You can see the median Babib for the league last year was 288.
Oakland had a 296.
The White Sox had a 301.
Washington had a 306.
These were some of the worst Babibs in the league.
The only one that was on here that had a better than average Babib was Cincinnati for some reason.
But I went through those teams and found notable pitchers.
And Gore had a 340,
like you said, he's just one of the worst offenders
on this, Calvin Fochet as well.
But other names that may have been hurt by their defenses
are Mitch Spence, Garrett Crochet, Trevor Rogers,
Graham Ashcraft, Joe Boyle, Mitch Keller,
Quinn Priester, Mitchell Parker, Nicola Dolo.
So these are ones where you have to ask yourself, is the defense going to improve?
And it could just be bad defenses and hurt them again.
I think with crochet changing teams, you're excited about that.
Maybe with Trevor Rogers at some point, I don't really feel it big time,
but Joe Boyle did change teams.
And then you have to think about changing personnel. I think Oakland
Probably has some changing personnel. Jacob Wilson wasn't very healthy all that year last year
So that's a better shortstop situation. Gio Orchella is a good defensive third baseman. So I think that they could improve defensively
I'm not gonna suggest though that the Nationals are gonna improve defensively
That's the weird thing about it is Gore did hurt from it last year.
And I think their infield defense is maybe not going to be any better
than it was last year.
Maybe their outfield defense will improve.
Yeah, I mean, Jacob Young in center is phenomenal.
So if he's out there, that helps the whole pitching staff.
So his playing time kind of matters a lot in this equation,
especially for the more fly ball heavy pitchers.
But I keep looking at Gore and wondering,
is there one more level there?
Projections actually are favorable.
I mean, you see some 120s in the whip column.
We've never seen anything better than a 140
from Mackenzie Gore over three years as a big leaguer.
So are you buying into just improvement based on the skills
and the things that he's been doing to get better
over his time in DC.
He's a little bit like Bradley where, you know, I wish he I could bequeath on him as
better secondary pitch, but it is nice to start with, you know, a good fastball like
he has.
And that's always going to make me, you know, kind of be in his corner to some extent.
I do like him.
I think this is a great place to get him.
I'm looking right now on Pitcher List
because they've got a stat called V-Lock and M-Lock.
And I'm trying to find it.
It's how much they throw high in the zone.

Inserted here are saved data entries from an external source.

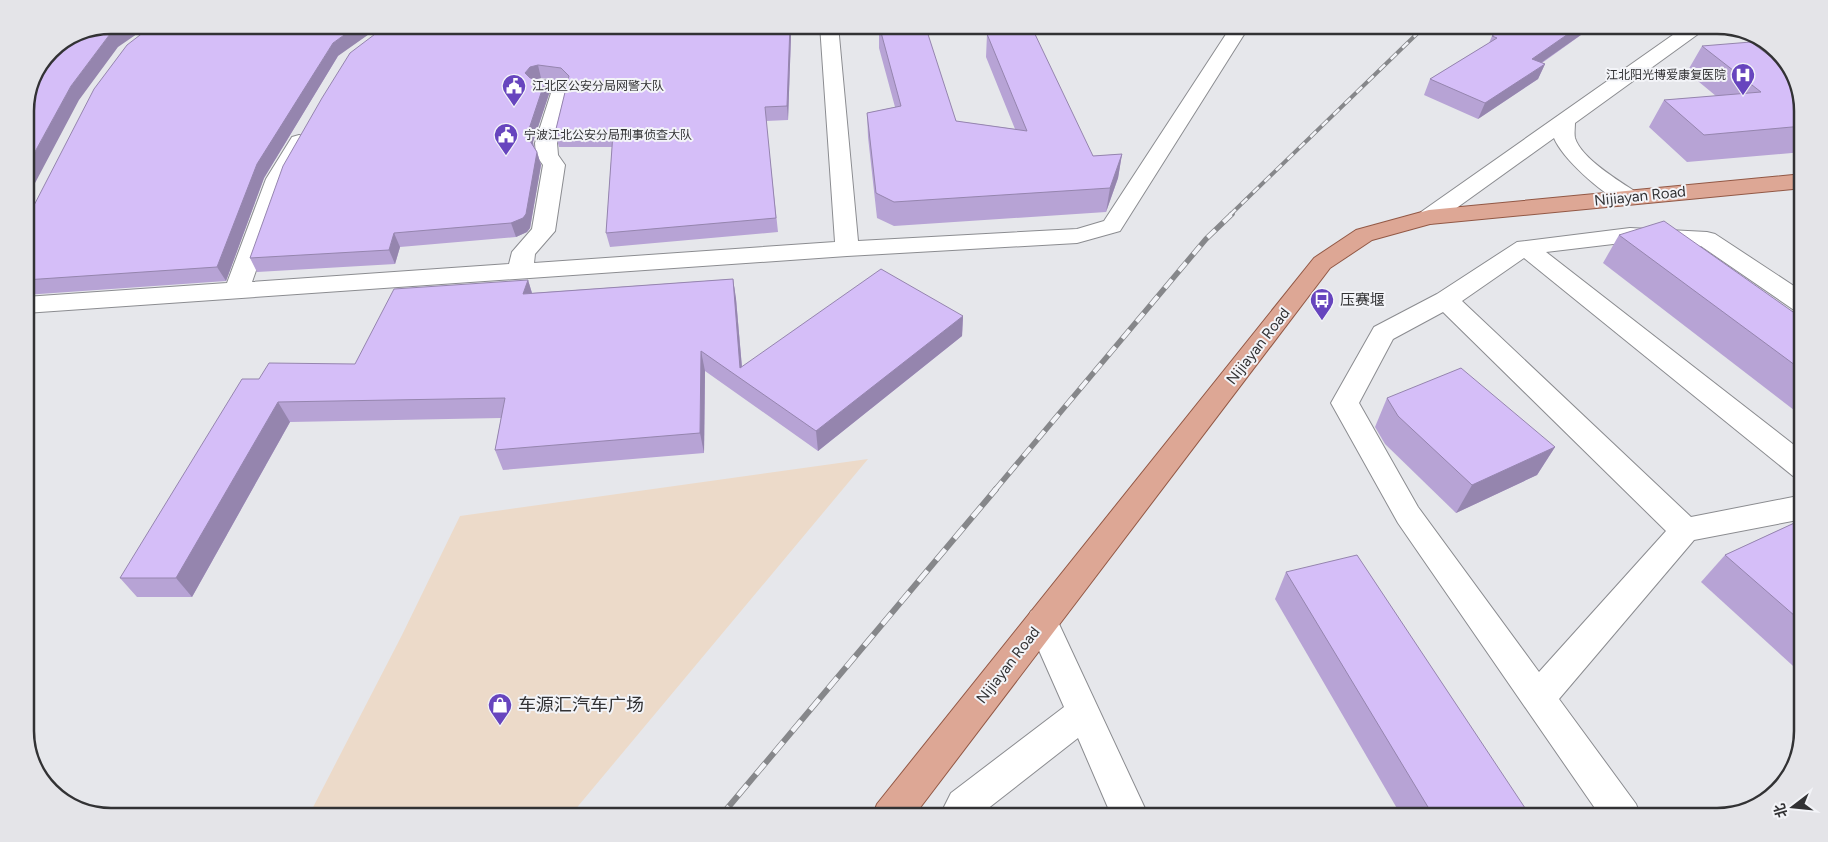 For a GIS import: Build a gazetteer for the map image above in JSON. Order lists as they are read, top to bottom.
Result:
{
  "streets": {
    "main road": ["Nijiayan Road"]
  },
  "places": {
    "hospital": ["江北阳光博爱康复医院"],
    "public building": ["江北区公安分局网警大队", "宁波江北公安分局刑事侦查大队"],
    "bus stop": ["压赛堰"],
    "shop": ["车源汇汽车广场"]
  },
  "north": "left"
}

He has a problem where, you know,
he wasn't throwing high in the zone enough
and he's still, I think, should throw high in the zone enough and he still, I think, should throw
higher in the zone.
Right now, he is high in the zone 34% of the time and there's no real improvement on that
number over the course of his career.
And I think that that number should be higher given the shape of his fastball.
It has good ride.
It's a surprising ride given his slot.
That actually could be a way that he could improve his babbip because a high fast
balls provide pop-ups and those have low babbips. Also they don't provide
grounders and so it is weird that we've heard that maybe his coaching staff
wants him to throw low fastballs to you know have faster faster endings and get ground balls
when they have a really, I think,
objectively terrible infield defense.
I think I would be like,
hey, you don't have great gloves behind you,
and there's some better gloves in the outfield.

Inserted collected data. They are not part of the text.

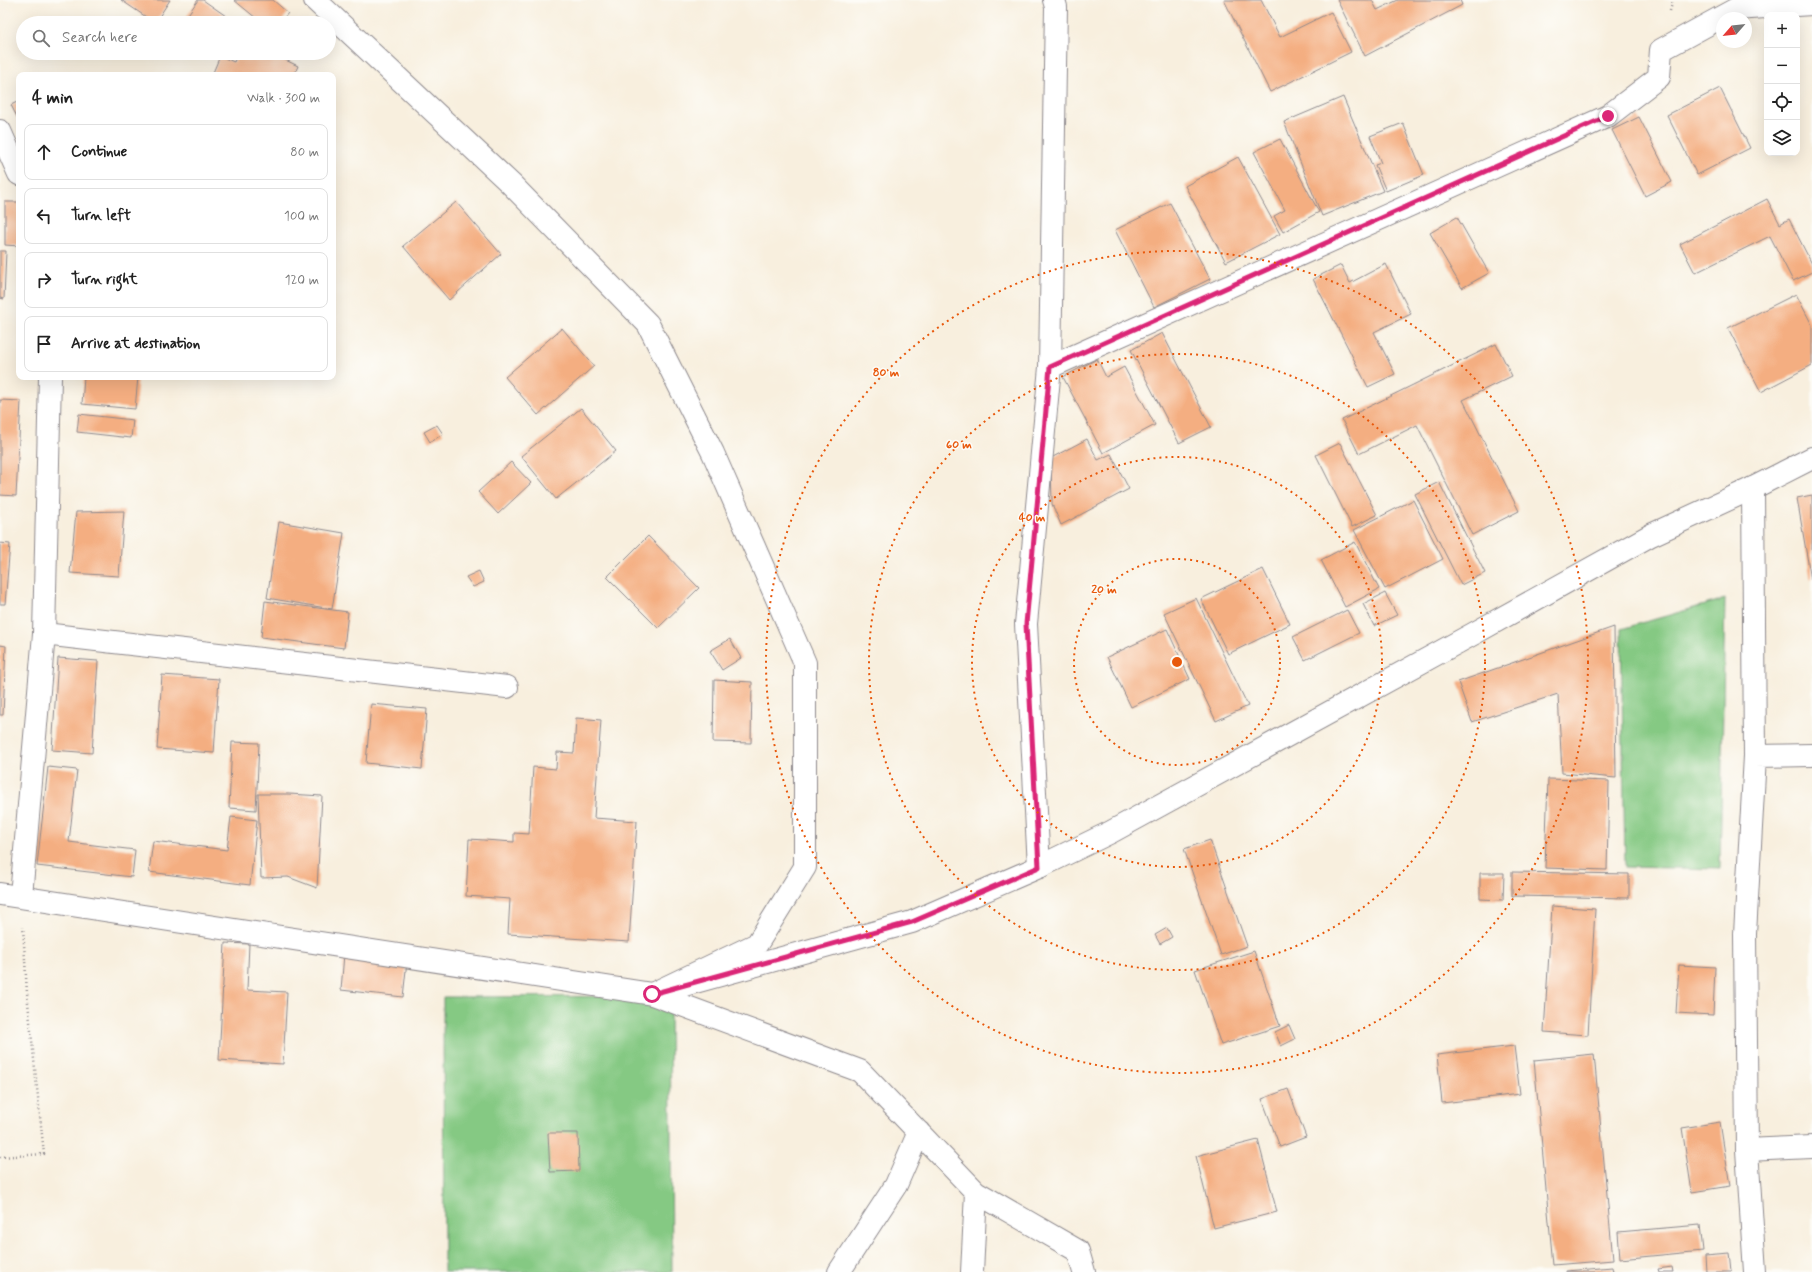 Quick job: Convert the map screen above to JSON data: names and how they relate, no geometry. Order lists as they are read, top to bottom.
{
  "north": "bottom left",
  "page": {
    "map_buttons": ["+", "−"],
    "search": "Search here",
    "heading": ["4 min", "Walk · 300 m"],
    "list": [
      ["Continue", "80 m"],
      ["Turn left", "100 m"],
      ["Turn right", "120 m"],
      "Arrive at destination"
    ]
  },
  "rings": [
    "80 m",
    "60 m",
    "40 m",
    "20 m"
  ]
}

Let's get some fly balls and strikeouts out of this package.
So the more he does that, the better he can be.
I think even throwing the high fastball more often
will make his secondaries better, even if they aren't great just by shape and
Velo and stuff. So I think there's a little bit more that can be unlocked
here and I would say that command does hurt him a little bit but I think
there's a little bit more to unlock here. I mean he when I talked to him he was
talking about you know how many things he hasn't caught with Clayton Kershaw
and he does in terms of fastball movement and Velo
You know, he looks a lot like a young Kershaw what he's missing is command and that slider
he keeps trying to play with his breaking ball to get that Kershaw slider and
Maybe he maybe he can find it. Yeah, he finds it that changes the ceiling a lot more
but I think even with the restrictions of a bad infield defense
or a likely bad infield defense you could see the projections being optimistic and actually being
right in the case of Makenzie Gore. Nathan Ivaldi looks like a high 3 ZRA, low 1 2's whip, plenty
of K's the question is just how many innings and I think the good news is the velocity seems like
it's stabilized for him over the last three years,
kind of averaging 95 on the fastball year over year.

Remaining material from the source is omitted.